E mais: quem disse que mulheres fortes não podem ser sexys? Quem disse ser bobinha, engraçada, gentil e boa amiga não significa que você pode também ser linda e desejável? Aceitamos a hipersexualização da Widowmaker por ela ser uma “vilã” em Overwatch, porque estamos acostumados a conhecer vilãs sexys e porque estamos acostumados a vê-las usarem isso a seu favor. Mas tanto a Widowmaker quanto a Tracer, quanto a Mei ou a Zarya, e qualquer outro herói ou heroína merece ser sexy sim do jeito que seu corpo for. Ser alguém que se sente bem consigo mesmo é um super poder também, e fazer poses imponentes é um direito seu, então deixem a Tracer ter a pose sexy que ela quiser, desde que isso respeite sim a personagem que ela é.
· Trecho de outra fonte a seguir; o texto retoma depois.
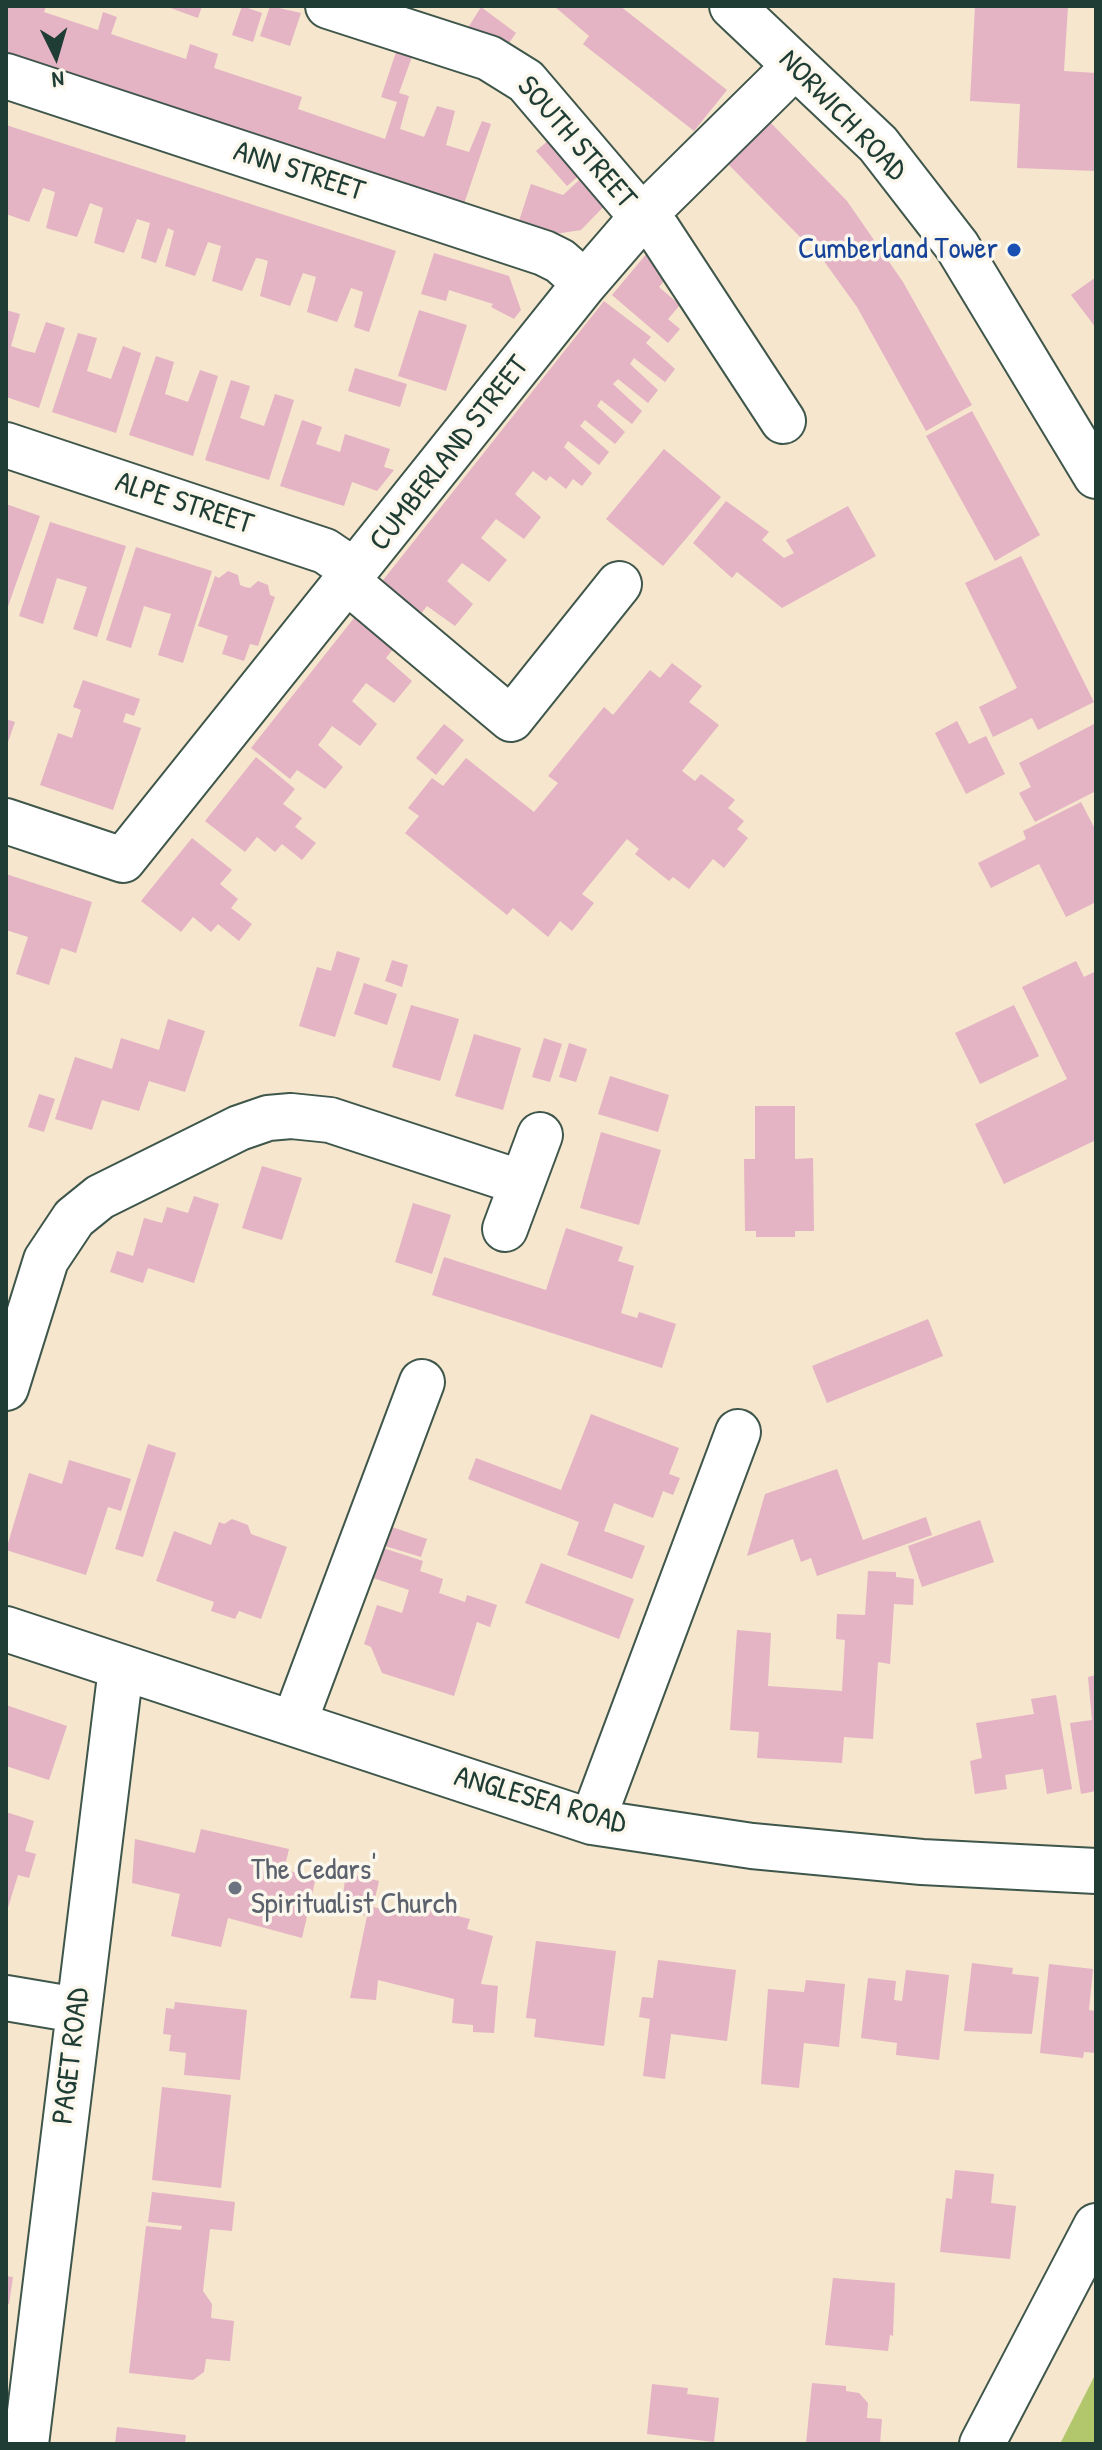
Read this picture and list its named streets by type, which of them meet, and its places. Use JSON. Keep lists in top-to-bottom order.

Essa blusa é adesiva pra manter tudo isso aí dentro, só pode

Essa blusa é adesiva pra manter tudo isso aí dentro, só pode

Por último, gostaria de terminar com a explicação póstuma de Kaplan depois de toda a polêmica na comunidade nesses dois dias e fazer algumas adições:

Originalmente postado por Jeff Kaplan

Well, that escalated quickly…

While I stand by my previous comment, I realize I should have been more clear. As the game director, I have final creative say over what does or does not go into the game. With this particular decision, it was an easy one to make—not just for me, but for the art team as well. We actually already have an alternate pose that we love and we feel speaks more to the character of Tracer. We weren’t entirely happy with the original pose, it was always one that we wrestled with creatively. That the pose had been called into question from an appropriateness standpoint by players in our community did help influence our decision—getting that kind of feedback is part of the reason we’re holding a closed beta test—but it wasn’t the only factor. We made the decision to go with a different pose in part because we shared some of the same concerns, but also because we wanted to create something better.

We wouldn’t do anything to sacrifice our creative vision for Overwatch, and we’re not going to remove something solely because someone may take issue with it. Our goal isn’t to water down or homogenize the world, or the diverse cast of heroes we’ve built within it. We have poured so much of our heart and souls into this game that it would be a travesty for us to do so.

We understand that not everyone will agree with our decision, and that’s okay. That’s what these kinds of public tests are for. This wasn’t pandering or caving, though. This was the right call from our perspective, and we think the game will be just as fun the next time you play it.

If it isn’t, feel free to continue sharing your concerns, thoughts, and feedback about this and other issues you may have with the game, please just keep the discussion respectful.

Thanks,

Jeffrey

Tradução: Bem, isso se intensificou rapidamente…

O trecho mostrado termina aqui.